Figure 5. Captopril suppresses depression-like and anxiety-like behavior in lupus-prone mice. The forced swim test was performed in MRL/lpr mice after systemic captopril administration (A,B) and oral captopril administration (C,D) as described in the Methods section. Percent time immobile is represented in (A,C). Average latency to immobility (in seconds) is represented in (B,D). Captopril mice showed shorter time of immobility and longer latency indicating less depressive behavior than the untreated controls. Anxiety-like behavior was measured by EPM in the MRL/lpr (E) and NZB/W F1 (F) mice. Percent time spent in the open arms is shown. Captopril treated NZB/W F1 mice spent more time in open arms indicating less anxious behavior compared to PBS treated controls. Data are shown as mean + SE. Students t test *p < 0.05, n = 6/group.
Oral Captopril Administration Reduces BUN and Autoantibody Levels in MRL/lpr Mice
Patients with lupus nephritis show high BUN values of >12 mg/dl (55). We tested (BUN) levels in MRL/lpr mice using BUN strips. BUN was performed at baseline (before treatment was started) and every 2 weeks until the end of the experiment (Figure 6A). The baseline values (9 weeks) for both groups were close in range. There was a significant decrease in the BUN (p < 0.05) after 1 month of oral captopril treatment, as compared to the control group. These results suggest that captopril can decrease BUN in MRL/lpr mice and may help reduce kidney pathology. However, there was no change in the proteinuria between the treated and untreated groups (Figure 6B). Autoantibodies against anti-dsDNA and anti-chromatin were analyzed in both MRL/lpr and NZB/W F1 mice that were treated with oral captopril. Captopril treatment did not alter the autoantibody levels in the MRL/lpr mice (Figures 6C,D). Both anti-DNA and anti-chromatin antibody levels were decreased in the NZB/W F1 mice with captopril treatment (Figures 6E,F) suggesting that different lupus mouse models respond differently to captopril.

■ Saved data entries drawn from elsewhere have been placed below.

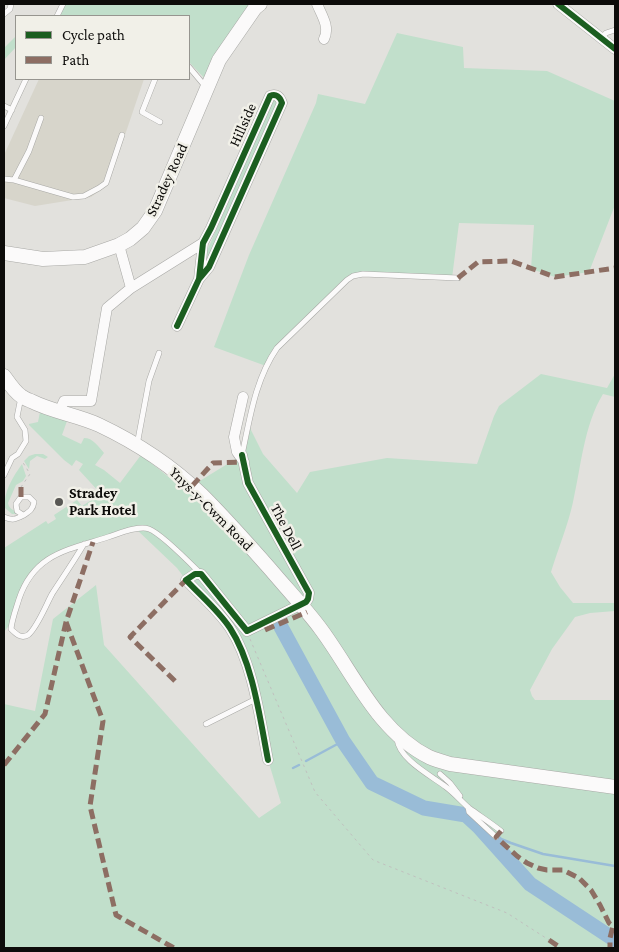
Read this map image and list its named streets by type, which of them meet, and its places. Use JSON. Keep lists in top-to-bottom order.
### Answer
{
  "streets": {
    "main road": ["Stradey Road", "Ynys-y-Cwm Road"],
    "street": ["Hillside", "The Dell"]
  },
  "crossings": [
    ["Hillside", "Ynys-y-Cwm Road"],
    ["Ynys-y-Cwm Road", "The Dell"]
  ],
  "places": ["Stradey Park Hotel"],
  "legend": ["Cycle path", "Path"]
}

Figure 6. Oral captopril reduces BUN and autoantibody levels in lupus-prone mice. (A) MRL/lpr mice orally treated with captopril for about a month and blood was assessed for BUN using Bayer’s dipstick method as per manufacturer’s protocol and scored as 1 (5–15 mg/dL), 2 (15–26 mg/dL), 3 (30–40 mg/dL), and 4 (50–80 mg/dL), as indicated by the color intensity. (B) Proteinuria was analyzed using the Multistix dipstick method and color intensities were scored as per manufacturer’s instructions 1-; 2-; 3-; 4. Captopril-treated MRL/lpr (n = 5/group); (C) and NZB/W F1 (n = 8/group); (D) mice were analyzed for anti-dsDNA and anti-chromatin autoantibodies. O.D.’s were plotted and compared between the treated and untreated groups. The p values shown in green are comparisons before and after treatment in that group using paired Student’s t test. *p < 0.05 and **p < 0.01.
Captopril Administration Reduces C3 and IgG Expression in MRL/lpr Kidney and Brain
The deposition of complement components and immune complexes in the glomeruli is considered to be a hallmark of lupus (56). Immune-complex deposition in the MRL/lpr kidney was analyzed by immunofluorescence staining for C3. As expected, there was prominent deposition of C3 and IgG (Figure 7A) in the glomeruli. Captopril treatment significantly decreased in the levels of C3 deposition in the kidney (Figures 7A,B). IgG and C3 deposition were also analyzed in the cortex and the hippocampal regions of the brain (Figure 8 and Supplementary Figure S3). Captopril reduced IgG and C3 deposition in the hippocampal region (Figure 8 and Supplementary Figure S3, respectively), that was statistically significant for IgG expression than C3. There was diminished signal in the captopril-treated mice brains for IgG and C3 in the cortex region also (Figure 8 and Supplementary Figure S3).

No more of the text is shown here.